A: Children commonly go through fearful phases, like the one you describe, where their imagination gets the best of them. Children who are more prone to anxiety are more likely to have these phases. If the phases continue for a long time, they become more of a problem, so it's good that you're thinking about this now because it's easier to help your son when he's young.
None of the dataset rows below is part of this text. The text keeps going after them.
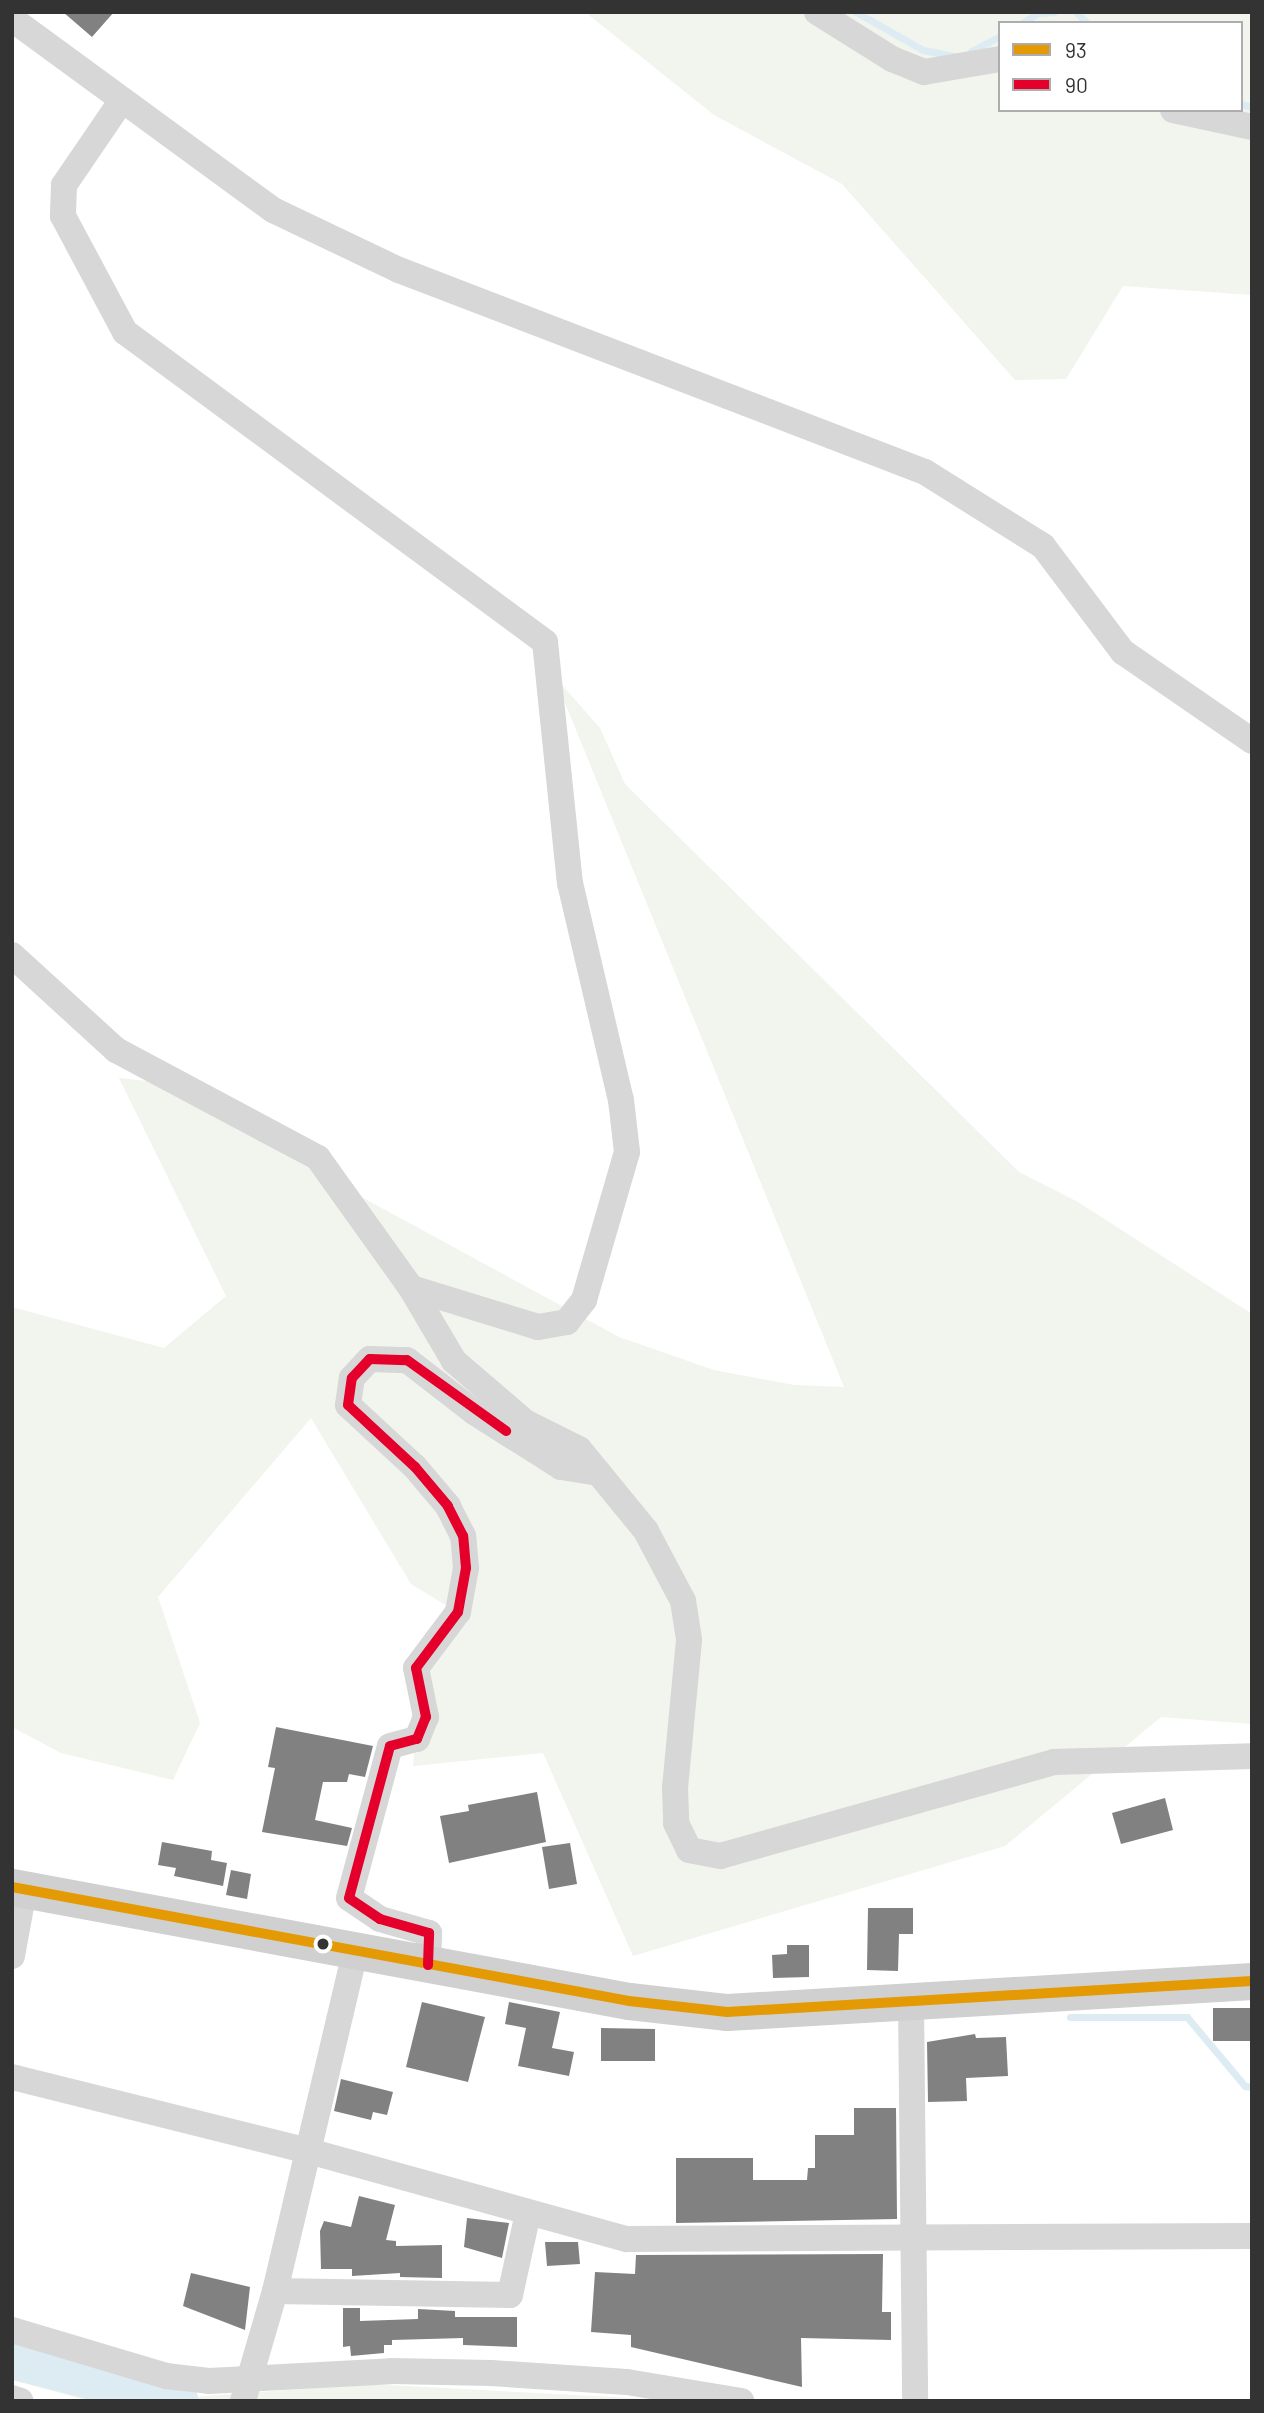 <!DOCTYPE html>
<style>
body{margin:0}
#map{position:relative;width:1264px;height:2413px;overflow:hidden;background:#fff;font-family:Barlow,sans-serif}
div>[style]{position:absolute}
.green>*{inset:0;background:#f1f5ed}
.stream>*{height:7px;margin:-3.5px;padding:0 3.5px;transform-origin:3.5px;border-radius:3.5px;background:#ddebf3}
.river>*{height:42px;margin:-21px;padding:0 21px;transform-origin:21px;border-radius:21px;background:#ddebf3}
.building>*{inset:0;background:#818181}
.street>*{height:26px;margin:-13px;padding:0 13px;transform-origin:13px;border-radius:13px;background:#d7d7d7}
.secondary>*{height:37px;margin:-18.5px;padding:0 18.5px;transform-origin:18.5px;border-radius:18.5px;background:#d0d0d0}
.bus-1>*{height:10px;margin:-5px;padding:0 5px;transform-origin:5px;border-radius:5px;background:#e39a05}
.bus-2>*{height:10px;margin:-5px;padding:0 5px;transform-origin:5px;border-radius:5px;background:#e4002b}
.dots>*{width:19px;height:19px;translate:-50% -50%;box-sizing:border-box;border:4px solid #fff;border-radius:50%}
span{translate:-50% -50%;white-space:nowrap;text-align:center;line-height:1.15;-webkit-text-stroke:7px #fff;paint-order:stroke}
.frame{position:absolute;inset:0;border:14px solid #333;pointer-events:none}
.legend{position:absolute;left:998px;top:21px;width:245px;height:91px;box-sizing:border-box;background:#fff;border:2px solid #adadad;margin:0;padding:9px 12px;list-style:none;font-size:21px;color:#333}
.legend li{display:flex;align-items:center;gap:14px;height:35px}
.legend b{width:35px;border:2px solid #adadad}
</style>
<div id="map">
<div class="green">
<div style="clip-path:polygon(evenodd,585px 12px,1252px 12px,1252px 295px,1123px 286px,1066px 379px,1015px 380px,842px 184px,714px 115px,585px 12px,1000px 23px,1241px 23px,1241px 110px,1000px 110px,1000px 23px)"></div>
<div style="clip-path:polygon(554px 676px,600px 728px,625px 784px,1019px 1172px,1078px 1202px,1252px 1314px,1252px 1724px,1161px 1717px,1005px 1846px,633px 1956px,543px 1753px,413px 1766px,419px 1683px,457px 1612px,411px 1584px,311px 1418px,158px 1597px,200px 1723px,173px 1780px,61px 1753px,12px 1727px,12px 1307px,164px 1348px,226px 1296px,119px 1078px,148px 1081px,619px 1337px,714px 1370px,794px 1385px,844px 1387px)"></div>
<div style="clip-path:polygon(12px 2348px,192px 2397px,369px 2384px,684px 2401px,90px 2401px,12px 2380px)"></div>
</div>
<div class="stream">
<div style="left:856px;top:12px;width:77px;rotate:29.6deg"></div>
<div style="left:923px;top:50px;width:31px;rotate:11deg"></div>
<div style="left:1076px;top:12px;width:16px;rotate:45deg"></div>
<div style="left:1022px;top:23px;width:19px;rotate:-32deg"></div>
<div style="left:1038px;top:13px;width:16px;rotate:-4deg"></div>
<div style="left:971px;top:51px;width:33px;rotate:-27deg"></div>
<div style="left:1241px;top:104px;width:11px;rotate:15deg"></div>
<div style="left:1070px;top:2017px;width:117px"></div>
<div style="left:1187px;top:2017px;width:90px;rotate:50deg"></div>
<div style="left:1245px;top:2086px;width:7px;rotate:8deg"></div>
</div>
<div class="river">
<div style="left:12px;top:2358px;width:171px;rotate:14.5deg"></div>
</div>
<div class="building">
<div style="clip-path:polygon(63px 12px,114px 12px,92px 37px)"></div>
<div style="clip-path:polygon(276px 1727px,373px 1746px,365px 1777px,349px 1774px,347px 1782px,323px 1782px,315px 1820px,352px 1828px,347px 1846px,262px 1832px,275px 1768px,268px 1767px)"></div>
<div style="clip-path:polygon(537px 1792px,546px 1842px,449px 1863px,440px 1816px,469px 1811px,468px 1805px)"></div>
<div style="clip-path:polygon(1165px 1798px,1173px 1830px,1121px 1844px,1112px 1813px)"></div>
<div style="clip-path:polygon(162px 1842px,212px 1851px,211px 1860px,227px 1863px,223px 1886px,174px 1876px,176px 1868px,158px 1865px)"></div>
<div style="clip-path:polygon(570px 1843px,577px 1884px,549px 1889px,542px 1847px)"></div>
<div style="clip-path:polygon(231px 1870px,251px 1874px,247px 1899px,226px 1895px)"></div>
<div style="clip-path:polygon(868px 1908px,913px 1908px,913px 1934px,899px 1934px,898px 1971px,867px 1970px)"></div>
<div style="clip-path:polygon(787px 1945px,809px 1945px,809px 1977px,773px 1978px,772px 1955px,787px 1954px)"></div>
<div style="clip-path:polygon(422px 2002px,485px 2017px,468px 2082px,406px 2067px)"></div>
<div style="clip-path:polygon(509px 2002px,560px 2012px,552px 2048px,574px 2052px,569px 2076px,518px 2066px,526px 2028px,505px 2024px)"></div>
<div style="clip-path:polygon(1213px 2008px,1252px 2008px,1252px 2041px,1213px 2041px)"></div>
<div style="clip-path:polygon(601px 2028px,655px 2029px,655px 2061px,601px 2061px)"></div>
<div style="clip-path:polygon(975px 2034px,976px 2038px,1006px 2037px,1008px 2076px,966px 2078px,967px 2101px,928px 2102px,927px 2042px)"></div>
<div style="clip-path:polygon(341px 2079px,393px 2092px,387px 2115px,373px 2112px,371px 2120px,334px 2111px)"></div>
<div style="clip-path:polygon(854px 2108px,896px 2108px,897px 2219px,676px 2223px,676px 2158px,753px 2158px,753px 2180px,807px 2180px,808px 2168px,815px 2168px,815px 2135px,854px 2135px)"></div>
<div style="clip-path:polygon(359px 2196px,395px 2205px,386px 2240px,396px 2241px,396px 2246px,442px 2245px,442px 2278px,400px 2277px,400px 2273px,352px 2276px,352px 2269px,321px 2269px,320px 2231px,324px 2221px,351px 2227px)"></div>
<div style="clip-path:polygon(467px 2218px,509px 2223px,502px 2258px,464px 2247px)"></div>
<div style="clip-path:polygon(545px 2242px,578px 2242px,580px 2264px,547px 2266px)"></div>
<div style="clip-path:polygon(883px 2254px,882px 2312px,891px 2312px,891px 2340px,801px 2338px,802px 2387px,631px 2347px,631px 2335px,591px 2332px,595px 2272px,635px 2274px,636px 2255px)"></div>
<div style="clip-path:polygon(191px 2273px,250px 2287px,245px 2330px,183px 2306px)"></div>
<div style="clip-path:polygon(343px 2308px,360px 2308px,360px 2321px,418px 2319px,418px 2309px,455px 2311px,455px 2317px,517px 2317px,517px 2347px,463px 2345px,463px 2338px,392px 2340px,392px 2345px,384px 2345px,384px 2353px,351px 2356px,350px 2346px,343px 2347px)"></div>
</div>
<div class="street">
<div style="left:817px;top:12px;width:89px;rotate:32.1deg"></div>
<div style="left:892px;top:59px;width:35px;rotate:22deg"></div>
<div style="left:924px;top:72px;width:77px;rotate:-9.7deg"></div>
<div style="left:12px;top:19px;width:323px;rotate:36.2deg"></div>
<div style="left:273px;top:210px;width:140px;rotate:25.5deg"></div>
<div style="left:399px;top:270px;width:563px;rotate:21.01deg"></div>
<div style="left:925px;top:472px;width:139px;rotate:32.1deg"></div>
<div style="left:1043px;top:546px;width:133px;rotate:53deg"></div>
<div style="left:1123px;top:652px;width:157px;rotate:34.6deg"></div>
<div style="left:122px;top:100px;width:103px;rotate:124.3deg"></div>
<div style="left:64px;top:185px;width:31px;rotate:92deg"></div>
<div style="left:63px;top:216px;width:132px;rotate:61.9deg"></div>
<div style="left:125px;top:332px;width:522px;rotate:36.43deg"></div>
<div style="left:545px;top:642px;width:242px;rotate:84.1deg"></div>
<div style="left:570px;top:883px;width:223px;rotate:76.8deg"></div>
<div style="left:621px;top:1100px;width:52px;rotate:83.4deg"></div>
<div style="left:627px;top:1152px;width:154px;rotate:106.2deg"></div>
<div style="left:584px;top:1300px;width:28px;rotate:128deg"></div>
<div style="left:567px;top:1322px;width:29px;rotate:170deg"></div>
<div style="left:538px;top:1327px;width:133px;rotate:-162.9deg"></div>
<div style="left:1173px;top:110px;width:81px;rotate:12.1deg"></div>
<div style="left:12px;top:955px;width:141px;rotate:42.4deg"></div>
<div style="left:116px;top:1050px;width:229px;rotate:28.1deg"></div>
<div style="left:318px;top:1158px;width:160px;rotate:54.4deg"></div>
<div style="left:411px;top:1288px;width:85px;rotate:59.5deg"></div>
<div style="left:454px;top:1361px;width:94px;rotate:40.7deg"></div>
<div style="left:525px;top:1422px;width:60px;rotate:26.6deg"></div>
<div style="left:579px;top:1449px;width:106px;rotate:50.7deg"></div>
<div style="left:646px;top:1531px;width:79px;rotate:62.1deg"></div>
<div style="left:683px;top:1601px;width:39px;rotate:81deg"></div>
<div style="left:689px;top:1640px;width:148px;rotate:95.4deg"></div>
<div style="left:675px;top:1787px;width:36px;rotate:88deg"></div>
<div style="left:676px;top:1823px;width:30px;rotate:64deg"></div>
<div style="left:689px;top:1850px;width:32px;rotate:11deg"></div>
<div style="left:720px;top:1856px;width:347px;rotate:-15.7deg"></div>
<div style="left:1054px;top:1762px;width:198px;rotate:-1.7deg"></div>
<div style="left:12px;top:1956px;width:67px;rotate:-79.7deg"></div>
<div style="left:428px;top:1965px;width:32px;rotate:-88deg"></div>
<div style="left:429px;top:1933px;width:51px;rotate:-164.1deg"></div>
<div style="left:380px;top:1919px;width:37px;rotate:-146deg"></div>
<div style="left:349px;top:1898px;width:157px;rotate:-74.9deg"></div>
<div style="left:390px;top:1746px;width:28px;rotate:-15deg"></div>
<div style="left:417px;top:1739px;width:24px;rotate:-68deg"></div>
<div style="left:426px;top:1717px;width:50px;rotate:-101.5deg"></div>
<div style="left:416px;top:1668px;width:70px;rotate:-53.1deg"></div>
<div style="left:458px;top:1612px;width:45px;rotate:-79.7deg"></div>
<div style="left:466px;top:1568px;width:32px;rotate:-95deg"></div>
<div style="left:463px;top:1536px;width:34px;rotate:-117deg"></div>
<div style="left:448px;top:1506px;width:51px;rotate:-130.2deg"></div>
<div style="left:415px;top:1467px;width:91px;rotate:-137.2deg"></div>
<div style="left:348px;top:1405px;width:27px;rotate:-82deg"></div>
<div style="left:352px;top:1378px;width:26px;rotate:-47deg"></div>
<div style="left:370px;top:1359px;width:37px;rotate:2deg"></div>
<div style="left:407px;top:1360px;width:85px;rotate:37.8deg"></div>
<div style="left:474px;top:1412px;width:103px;rotate:32.3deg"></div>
<div style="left:561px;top:1467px;width:38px;rotate:9deg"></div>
<div style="left:911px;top:2002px;width:399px;rotate:89.4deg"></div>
<div style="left:12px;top:2077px;width:302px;rotate:14deg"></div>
<div style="left:305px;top:2150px;width:334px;rotate:15.5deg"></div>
<div style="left:627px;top:2239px;width:625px;rotate:-0.28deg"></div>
<div style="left:275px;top:2291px;width:235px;rotate:1deg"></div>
<div style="left:510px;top:2295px;width:84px;rotate:-77.6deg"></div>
<div style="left:12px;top:2330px;width:161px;rotate:16.6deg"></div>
<div style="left:166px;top:2376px;width:43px;rotate:6.6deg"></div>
<div style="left:209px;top:2381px;width:182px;rotate:-3.1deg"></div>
<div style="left:391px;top:2371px;width:100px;rotate:1.1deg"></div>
<div style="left:491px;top:2373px;width:136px;rotate:3.8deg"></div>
<div style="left:627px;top:2382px;width:116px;rotate:9.5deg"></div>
<div style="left:12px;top:2398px;width:9px;rotate:18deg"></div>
<div style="left:243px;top:2401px;width:115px;rotate:-73.8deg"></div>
<div style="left:275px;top:2291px;width:348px;rotate:-76.7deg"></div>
</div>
<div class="secondary">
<div style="left:12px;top:1887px;width:627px;rotate:10.47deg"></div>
<div style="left:629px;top:2001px;width:99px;rotate:6.4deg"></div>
<div style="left:727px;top:2012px;width:526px;rotate:-3.38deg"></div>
</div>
<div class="bus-1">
<div style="left:12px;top:1887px;width:627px;rotate:10.47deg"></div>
<div style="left:629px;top:2001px;width:99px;rotate:6.4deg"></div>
<div style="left:727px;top:2012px;width:526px;rotate:-3.38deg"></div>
</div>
<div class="bus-2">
<div style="left:428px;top:1965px;width:32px;rotate:-88deg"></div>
<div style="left:429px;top:1933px;width:51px;rotate:-164.1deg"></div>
<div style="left:380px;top:1919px;width:37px;rotate:-146deg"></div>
<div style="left:349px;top:1898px;width:157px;rotate:-74.9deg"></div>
<div style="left:390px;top:1746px;width:28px;rotate:-15deg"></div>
<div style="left:417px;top:1739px;width:24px;rotate:-68deg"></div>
<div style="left:426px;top:1717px;width:50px;rotate:-101.5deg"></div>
<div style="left:416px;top:1668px;width:70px;rotate:-53.1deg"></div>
<div style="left:458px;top:1612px;width:45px;rotate:-79.7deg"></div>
<div style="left:466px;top:1568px;width:32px;rotate:-95deg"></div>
<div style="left:463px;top:1536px;width:34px;rotate:-117deg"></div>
<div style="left:448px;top:1506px;width:51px;rotate:-130.2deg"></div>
<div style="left:415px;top:1467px;width:91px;rotate:-137.2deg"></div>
<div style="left:348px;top:1405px;width:27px;rotate:-82deg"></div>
<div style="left:352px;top:1378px;width:26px;rotate:-47deg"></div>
<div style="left:370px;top:1359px;width:37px;rotate:2deg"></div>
<div style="left:407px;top:1360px;width:122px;rotate:35.6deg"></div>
</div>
<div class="dots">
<div style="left:323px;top:1944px;background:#333"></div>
</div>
<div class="frame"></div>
<ul class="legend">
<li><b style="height:9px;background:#e39a05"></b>93</li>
<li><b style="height:9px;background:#e4002b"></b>90</li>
</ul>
</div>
Since his imagination is still very active at this age, use it to your advantage. Help devise thoughts and behaviors that will help him. Make some "zombie spray" -- a mixture of water and a little lavender fragrance (for a calming effect) -- in a bottle to spray away the zombies and monsters before bed. Have him imagine a "force field" or a "safety bubble" around him in the room. Tell him that even zombies and monsters need to go home for the night and that you're banishing them all to go be with their own parents. Help bring his breathing to a slow, deep pace and to relax his body, from his toes all the way up to his head. You can also build his experience of being alone in the house, even if you're just in another room for a few minutes. Praise and reward him for being strong and brave, especially if he sleeps all night long without waking you up. Remind him when he handles things all by himself.
If your son's fears last more than a few weeks, it's time to find a warm, experienced, and icensed child therapist who specializes in children's anxiety. Also, check out Freeing Your Child From Anxiety by Tamar E. Chansky, PhD., for more ideas.